Мы пили чай молча. Тишина между нами была не неловкой, а наполненной молчаливым пониманием. Она не требовала слов. Я чувствовал, как тепло напитка растекается по телу, смывая последние следы внутреннего оцепенения. Ведунья отпила глоток, поставила чашку и внимательно посмотрела на меня.
— Твоя война закончилась, не потому что ты проиграл, — произнесла она вдруг. Ее голос был ровным, как поверхность озера в безветренный день. — Она закончилась, потому что ты устал в ней участвовать. И Вселенная это почувствовала. Ты перестал кричать — и наконец был услышан. Теперь вопрос в том, что ты будешь с этим делать?
— А что можно делать? — спросил я, и в моем вопросе не было вызова, лишь искреннее любопытство.
— Служить, — просто ответила она. — Не себе. Не славе. А вот этому. — Она широким жестом обвела хижину, лес за окном, все небо над головой. — Травинке, чтобы росла. Ручью, чтобы тек в нужном направлении. Дереву, чтобы выстояло в бурю. Служить самой Жизни.
Идея, которая еще вчера показалась бы мне унизительной ересью, теперь отозвалась внутри тихим, но ясным согласием. Что есть война? Попытка навязать свою волю миру. А что такое служба? Попытка понять его волю и помочь ей осуществиться. Это не слабость. Это сила иного порядка. Ну, так, как я её сейчас понимал.
— Ладно, хватит философии, — ведунья отодвинула чашку и встала. — Бери корзину.

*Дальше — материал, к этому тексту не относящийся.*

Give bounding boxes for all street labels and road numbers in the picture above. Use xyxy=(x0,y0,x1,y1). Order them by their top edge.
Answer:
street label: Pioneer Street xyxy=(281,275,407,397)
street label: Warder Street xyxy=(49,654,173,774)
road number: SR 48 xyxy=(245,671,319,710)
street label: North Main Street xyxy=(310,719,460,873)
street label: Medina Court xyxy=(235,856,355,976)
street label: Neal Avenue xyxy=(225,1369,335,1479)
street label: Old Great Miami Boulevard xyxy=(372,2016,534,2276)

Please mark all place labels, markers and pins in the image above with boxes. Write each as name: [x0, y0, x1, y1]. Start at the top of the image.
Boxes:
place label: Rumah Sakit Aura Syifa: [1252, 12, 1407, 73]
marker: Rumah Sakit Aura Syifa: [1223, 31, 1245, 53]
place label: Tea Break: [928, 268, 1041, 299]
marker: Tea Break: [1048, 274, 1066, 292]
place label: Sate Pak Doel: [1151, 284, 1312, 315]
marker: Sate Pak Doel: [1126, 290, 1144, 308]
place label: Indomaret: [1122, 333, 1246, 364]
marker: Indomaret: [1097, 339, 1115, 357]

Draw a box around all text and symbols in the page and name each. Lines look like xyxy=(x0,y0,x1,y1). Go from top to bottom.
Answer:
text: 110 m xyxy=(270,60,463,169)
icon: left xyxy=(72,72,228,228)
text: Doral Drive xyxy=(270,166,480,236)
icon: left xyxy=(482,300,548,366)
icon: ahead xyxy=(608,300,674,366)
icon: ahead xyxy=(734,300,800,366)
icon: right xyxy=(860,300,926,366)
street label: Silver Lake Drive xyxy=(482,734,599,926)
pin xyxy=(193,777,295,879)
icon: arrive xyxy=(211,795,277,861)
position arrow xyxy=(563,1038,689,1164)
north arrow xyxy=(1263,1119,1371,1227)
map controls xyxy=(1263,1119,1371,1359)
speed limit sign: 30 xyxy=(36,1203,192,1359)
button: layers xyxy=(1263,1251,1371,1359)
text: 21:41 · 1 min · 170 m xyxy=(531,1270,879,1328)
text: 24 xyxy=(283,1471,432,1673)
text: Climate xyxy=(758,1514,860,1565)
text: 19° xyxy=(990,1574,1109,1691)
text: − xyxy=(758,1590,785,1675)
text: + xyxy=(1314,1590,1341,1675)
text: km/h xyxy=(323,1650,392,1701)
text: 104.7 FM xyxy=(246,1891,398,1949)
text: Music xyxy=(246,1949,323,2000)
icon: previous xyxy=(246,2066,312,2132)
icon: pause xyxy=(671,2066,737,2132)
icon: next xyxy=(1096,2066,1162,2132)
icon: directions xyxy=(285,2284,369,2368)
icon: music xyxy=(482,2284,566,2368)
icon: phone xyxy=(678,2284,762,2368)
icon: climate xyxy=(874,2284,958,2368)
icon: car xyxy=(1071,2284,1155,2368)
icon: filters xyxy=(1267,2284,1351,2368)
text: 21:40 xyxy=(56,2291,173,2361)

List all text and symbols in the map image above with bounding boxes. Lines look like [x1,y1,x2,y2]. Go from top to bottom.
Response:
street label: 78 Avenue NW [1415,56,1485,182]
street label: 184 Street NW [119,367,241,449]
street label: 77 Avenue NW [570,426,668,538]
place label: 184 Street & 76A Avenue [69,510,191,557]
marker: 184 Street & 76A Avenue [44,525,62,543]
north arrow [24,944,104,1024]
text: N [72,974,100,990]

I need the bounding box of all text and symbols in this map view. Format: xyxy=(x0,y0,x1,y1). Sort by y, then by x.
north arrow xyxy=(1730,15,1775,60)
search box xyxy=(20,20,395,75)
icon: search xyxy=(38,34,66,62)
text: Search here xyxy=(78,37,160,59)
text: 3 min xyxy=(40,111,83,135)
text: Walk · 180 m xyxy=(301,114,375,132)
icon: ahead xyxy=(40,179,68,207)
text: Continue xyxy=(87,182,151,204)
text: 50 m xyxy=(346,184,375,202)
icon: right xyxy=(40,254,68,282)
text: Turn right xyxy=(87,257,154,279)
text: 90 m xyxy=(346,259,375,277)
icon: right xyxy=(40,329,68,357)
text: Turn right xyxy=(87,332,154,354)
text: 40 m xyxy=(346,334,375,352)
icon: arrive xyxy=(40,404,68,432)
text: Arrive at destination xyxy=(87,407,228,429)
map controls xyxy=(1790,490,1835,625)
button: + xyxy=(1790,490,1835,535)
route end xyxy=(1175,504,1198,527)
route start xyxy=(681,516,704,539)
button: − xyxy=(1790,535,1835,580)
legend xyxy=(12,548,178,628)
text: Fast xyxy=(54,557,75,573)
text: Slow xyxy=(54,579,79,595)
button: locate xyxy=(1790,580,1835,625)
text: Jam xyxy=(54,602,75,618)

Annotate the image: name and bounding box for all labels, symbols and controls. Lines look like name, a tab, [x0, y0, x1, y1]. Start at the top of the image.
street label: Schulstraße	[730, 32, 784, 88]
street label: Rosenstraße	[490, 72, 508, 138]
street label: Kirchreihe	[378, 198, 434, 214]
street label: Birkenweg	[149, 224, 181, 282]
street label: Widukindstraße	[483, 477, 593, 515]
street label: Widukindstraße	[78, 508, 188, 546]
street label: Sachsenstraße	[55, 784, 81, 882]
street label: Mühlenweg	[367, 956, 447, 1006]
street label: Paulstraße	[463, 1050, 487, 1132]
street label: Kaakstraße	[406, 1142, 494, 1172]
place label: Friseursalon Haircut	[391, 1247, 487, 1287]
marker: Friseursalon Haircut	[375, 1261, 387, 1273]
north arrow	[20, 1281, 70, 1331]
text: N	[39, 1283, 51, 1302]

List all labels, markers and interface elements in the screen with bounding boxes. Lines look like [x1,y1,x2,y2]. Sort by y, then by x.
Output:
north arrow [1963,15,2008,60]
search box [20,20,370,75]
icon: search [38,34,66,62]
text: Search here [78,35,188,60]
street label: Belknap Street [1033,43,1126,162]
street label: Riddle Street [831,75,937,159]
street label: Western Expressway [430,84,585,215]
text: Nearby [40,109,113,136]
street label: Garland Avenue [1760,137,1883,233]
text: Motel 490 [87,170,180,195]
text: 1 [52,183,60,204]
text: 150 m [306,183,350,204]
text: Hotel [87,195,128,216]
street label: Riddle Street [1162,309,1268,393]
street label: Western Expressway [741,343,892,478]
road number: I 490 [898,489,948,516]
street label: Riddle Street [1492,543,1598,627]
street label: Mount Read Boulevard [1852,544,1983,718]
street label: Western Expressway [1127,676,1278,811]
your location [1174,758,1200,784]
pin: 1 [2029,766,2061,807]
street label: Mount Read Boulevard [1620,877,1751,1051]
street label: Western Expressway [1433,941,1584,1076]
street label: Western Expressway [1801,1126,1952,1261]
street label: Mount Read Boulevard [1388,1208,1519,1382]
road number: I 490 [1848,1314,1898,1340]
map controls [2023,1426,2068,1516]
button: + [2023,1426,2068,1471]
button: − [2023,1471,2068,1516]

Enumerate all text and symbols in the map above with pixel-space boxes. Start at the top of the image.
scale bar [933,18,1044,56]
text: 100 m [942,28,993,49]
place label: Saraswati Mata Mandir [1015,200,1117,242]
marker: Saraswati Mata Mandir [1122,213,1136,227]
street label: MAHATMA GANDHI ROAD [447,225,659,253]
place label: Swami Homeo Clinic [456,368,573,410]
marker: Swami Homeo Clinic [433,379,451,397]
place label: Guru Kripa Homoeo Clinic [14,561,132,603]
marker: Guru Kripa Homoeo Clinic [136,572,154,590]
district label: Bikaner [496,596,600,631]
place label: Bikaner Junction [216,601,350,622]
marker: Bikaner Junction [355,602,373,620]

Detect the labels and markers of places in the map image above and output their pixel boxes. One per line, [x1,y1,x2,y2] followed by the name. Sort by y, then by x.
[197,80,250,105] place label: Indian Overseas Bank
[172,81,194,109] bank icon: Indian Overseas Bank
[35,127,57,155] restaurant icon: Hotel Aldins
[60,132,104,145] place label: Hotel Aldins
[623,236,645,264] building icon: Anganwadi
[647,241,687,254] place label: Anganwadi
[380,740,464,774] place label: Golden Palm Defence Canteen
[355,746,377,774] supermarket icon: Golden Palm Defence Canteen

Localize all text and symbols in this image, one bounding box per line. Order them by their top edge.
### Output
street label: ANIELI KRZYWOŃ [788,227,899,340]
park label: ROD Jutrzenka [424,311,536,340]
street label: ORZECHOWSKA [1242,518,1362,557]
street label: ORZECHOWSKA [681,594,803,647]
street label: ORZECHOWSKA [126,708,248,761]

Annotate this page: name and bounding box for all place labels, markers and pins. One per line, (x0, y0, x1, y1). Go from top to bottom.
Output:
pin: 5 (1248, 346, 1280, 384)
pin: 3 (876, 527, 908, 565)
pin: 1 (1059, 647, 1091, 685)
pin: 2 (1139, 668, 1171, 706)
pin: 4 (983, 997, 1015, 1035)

Пойдем, пока солнце высоко. Сегодня нам нужны зверобой и щавель. Один — для сердца, другой — для крови. Твоя кровь еще слишком густа от гнева, а сердце привыкло биться только в бою. Надо с этим что-то делать.
Я последовал за ней на опушку, залитую солнцем. Она шла легко, почти бесшумно, а я шел за ней, стараясь ступать так же. И снова я не пытался подчинить себе энергию земли или приказать ветру молчать. Я просто шел и смотрел. Смотрел, как ведунья наклоняется над растением, трогает лист, принюхивается, прежде чем сорвать. Она не брала, она принимала, как ценный дар.
И я попробовал. Опустился на колени перед кустом зверобоя, положил руку на землю у его корней. Я не требовал. Я ждал. И сквозь ладонь я снова ощутил тот же гул, то же могучее, размеренное биение — биение мира, который живет по своим законам. И в этот раз оно было не пугающим, а успокаивающим. Как будто огромное, мудрое существо положило свою ладонь на мое плечо и сказало: «Ты дома. Теперь ты свой».
И пока я собирал травы под ее неспешные указания («нет, этот лист еще слишком молодой, оставь его жить; а вот этот — в самый сок»), то самое хрупкое что-то внутри продолжало расти. Росток пробивался сквозь пепел прошлого, тянулся к солнцу настоящего. Это не был покой. Это было намерение. Тихая, но несокрушимая решимость научиться этому новому, древнему как мир, языку. Языку трав, дождя и тишины.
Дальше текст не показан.